EXERCISE: Which lines of the data include the string "District"? List them all.

※

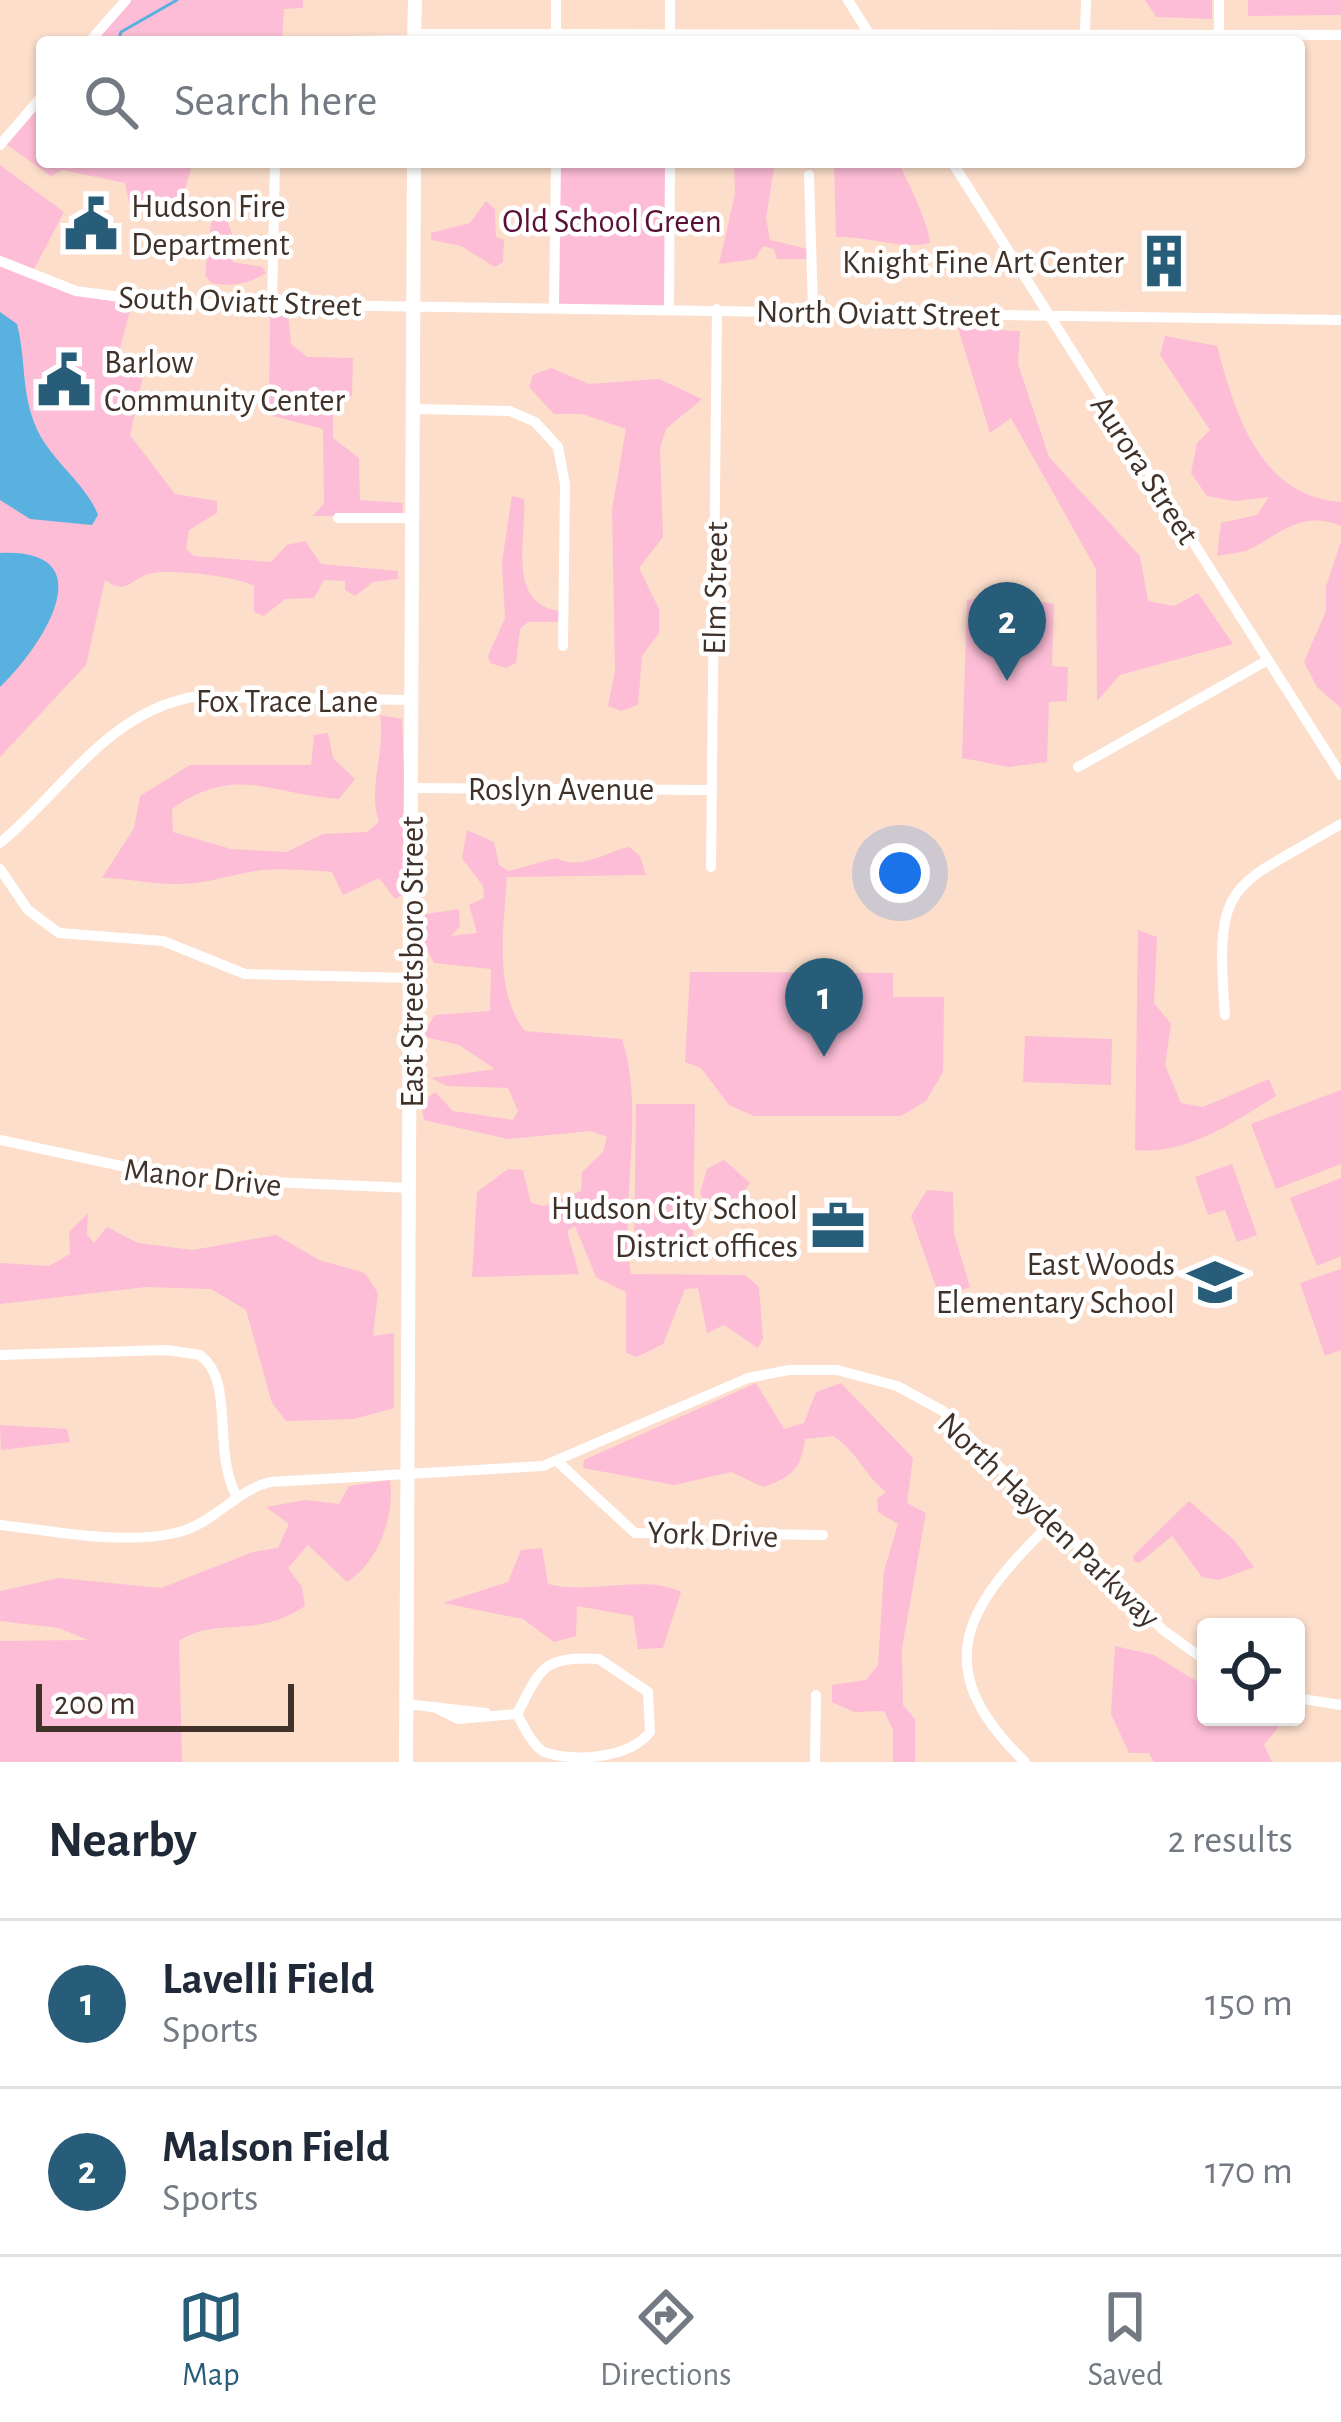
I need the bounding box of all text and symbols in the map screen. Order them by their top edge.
search box [36,36,1305,168]
icon: search [78,69,144,135]
text: Search here [174,79,377,124]
place label: Hudson Fire Department [131,191,290,262]
public building icon: Hudson Fire Department [62,195,120,253]
park label: Old School Green [502,206,722,239]
building icon: Knight Fine Art Center [1135,232,1193,290]
place label: Knight Fine Art Center [842,247,1124,280]
street label: South Oviatt Street [118,282,363,323]
street label: North Oviatt Street [756,296,1001,333]
place label: Barlow Community Center [104,347,345,418]
public building icon: Barlow Community Center [35,351,93,409]
street label: Aurora Street [1084,390,1204,551]
street label: Elm Street [699,521,734,655]
pin: 2 [968,582,1046,681]
street label: Fox Trace Lane [196,686,378,719]
street label: Roslyn Avenue [468,774,654,807]
street label: East Streetsboro Street [397,816,430,1108]
your location [870,843,930,903]
pin: 1 [785,958,863,1057]
street label: Manor Drive [122,1154,283,1203]
place label: Hudson City School District offices [551,1193,798,1264]
office icon: Hudson City School District offices [809,1197,867,1255]
place label: East Woods Elementary School [936,1249,1175,1320]
school or university icon: East Woods Elementary School [1186,1253,1244,1311]
street label: North Hayden Parkway [931,1407,1166,1635]
street label: York Drive [647,1517,779,1554]
map controls [1197,1618,1305,1726]
button: locate [1197,1618,1305,1726]
scale bar [36,1678,294,1731]
text: 200 m [54,1688,136,1721]
text: Nearby [48,1815,197,1866]
text: 2 results [1167,1821,1293,1860]
text: Lavelli Field [162,1957,374,2002]
text: 1 [80,1984,94,2023]
text: 150 m [1205,1984,1293,2023]
text: Sports [162,2011,259,2050]
text: Malson Field [162,2125,390,2170]
text: 2 [78,2152,96,2191]
text: 170 m [1205,2152,1293,2191]
text: Sports [162,2179,259,2218]
tab: Map [178,2284,244,2396]
tab: Directions [600,2284,731,2396]
tab: Saved [1087,2284,1163,2396]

※

EXPECTED ANSWER:
place label: Hudson City School District offices [551,1193,798,1264]
office icon: Hudson City School District offices [809,1197,867,1255]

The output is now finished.